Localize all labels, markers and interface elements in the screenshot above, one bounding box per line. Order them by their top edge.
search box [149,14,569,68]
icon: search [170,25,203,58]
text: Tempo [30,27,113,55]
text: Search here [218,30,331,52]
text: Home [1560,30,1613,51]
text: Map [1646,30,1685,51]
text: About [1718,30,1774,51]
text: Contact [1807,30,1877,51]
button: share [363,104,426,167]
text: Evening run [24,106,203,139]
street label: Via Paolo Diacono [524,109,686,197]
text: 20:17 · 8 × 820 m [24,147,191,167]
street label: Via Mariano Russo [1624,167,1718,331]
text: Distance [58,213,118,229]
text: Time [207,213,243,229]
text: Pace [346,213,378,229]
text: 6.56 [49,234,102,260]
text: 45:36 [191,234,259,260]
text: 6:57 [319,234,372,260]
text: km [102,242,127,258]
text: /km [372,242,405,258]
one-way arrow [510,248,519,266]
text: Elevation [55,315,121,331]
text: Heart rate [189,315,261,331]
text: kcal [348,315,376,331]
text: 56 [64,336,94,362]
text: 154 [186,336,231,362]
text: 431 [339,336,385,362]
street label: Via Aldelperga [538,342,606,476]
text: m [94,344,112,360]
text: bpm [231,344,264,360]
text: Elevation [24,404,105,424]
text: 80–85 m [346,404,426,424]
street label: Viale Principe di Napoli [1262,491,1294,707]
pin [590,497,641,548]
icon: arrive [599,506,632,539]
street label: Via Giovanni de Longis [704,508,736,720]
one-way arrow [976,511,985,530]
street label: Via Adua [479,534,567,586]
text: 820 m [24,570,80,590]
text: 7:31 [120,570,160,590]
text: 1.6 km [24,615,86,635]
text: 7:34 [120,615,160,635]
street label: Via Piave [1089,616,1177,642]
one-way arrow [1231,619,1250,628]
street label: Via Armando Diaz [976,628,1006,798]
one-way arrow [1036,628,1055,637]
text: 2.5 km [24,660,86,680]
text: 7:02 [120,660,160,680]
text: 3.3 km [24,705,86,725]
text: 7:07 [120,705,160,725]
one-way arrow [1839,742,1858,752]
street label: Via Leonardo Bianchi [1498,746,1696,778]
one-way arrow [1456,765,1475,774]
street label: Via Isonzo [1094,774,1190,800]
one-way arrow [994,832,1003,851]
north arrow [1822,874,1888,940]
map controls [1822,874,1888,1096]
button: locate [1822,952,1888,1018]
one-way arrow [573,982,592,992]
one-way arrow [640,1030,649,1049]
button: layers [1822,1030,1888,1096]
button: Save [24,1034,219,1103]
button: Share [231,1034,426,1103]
========================
Action item>
Please output every record exactly as it appears.

Response below>
Localize all labels, markers and interface elements in the screenshot above, one bounding box per line. Order them by their top edge.
search box [149,14,569,68]
icon: search [170,25,203,58]
text: Tempo [30,27,113,55]
text: Search here [218,30,331,52]
text: Home [1560,30,1613,51]
text: Map [1646,30,1685,51]
text: About [1718,30,1774,51]
text: Contact [1807,30,1877,51]
button: share [363,104,426,167]
text: Evening run [24,106,203,139]
street label: Via Paolo Diacono [524,109,686,197]
text: 20:17 · 8 × 820 m [24,147,191,167]
street label: Via Mariano Russo [1624,167,1718,331]
text: Distance [58,213,118,229]
text: Time [207,213,243,229]
text: Pace [346,213,378,229]
text: 6.56 [49,234,102,260]
text: 45:36 [191,234,259,260]
text: 6:57 [319,234,372,260]
text: km [102,242,127,258]
text: /km [372,242,405,258]
one-way arrow [510,248,519,266]
text: Elevation [55,315,121,331]
text: Heart rate [189,315,261,331]
text: kcal [348,315,376,331]
text: 56 [64,336,94,362]
text: 154 [186,336,231,362]
text: 431 [339,336,385,362]
street label: Via Aldelperga [538,342,606,476]
text: m [94,344,112,360]
text: bpm [231,344,264,360]
text: Elevation [24,404,105,424]
text: 80–85 m [346,404,426,424]
street label: Viale Principe di Napoli [1262,491,1294,707]
pin [590,497,641,548]
icon: arrive [599,506,632,539]
street label: Via Giovanni de Longis [704,508,736,720]
one-way arrow [976,511,985,530]
street label: Via Adua [479,534,567,586]
text: 820 m [24,570,80,590]
text: 7:31 [120,570,160,590]
text: 1.6 km [24,615,86,635]
text: 7:34 [120,615,160,635]
street label: Via Piave [1089,616,1177,642]
one-way arrow [1231,619,1250,628]
street label: Via Armando Diaz [976,628,1006,798]
one-way arrow [1036,628,1055,637]
text: 2.5 km [24,660,86,680]
text: 7:02 [120,660,160,680]
text: 3.3 km [24,705,86,725]
text: 7:07 [120,705,160,725]
one-way arrow [1839,742,1858,752]
street label: Via Leonardo Bianchi [1498,746,1696,778]
one-way arrow [1456,765,1475,774]
street label: Via Isonzo [1094,774,1190,800]
one-way arrow [994,832,1003,851]
north arrow [1822,874,1888,940]
map controls [1822,874,1888,1096]
button: locate [1822,952,1888,1018]
one-way arrow [573,982,592,992]
one-way arrow [640,1030,649,1049]
button: layers [1822,1030,1888,1096]
button: Save [24,1034,219,1103]
button: Share [231,1034,426,1103]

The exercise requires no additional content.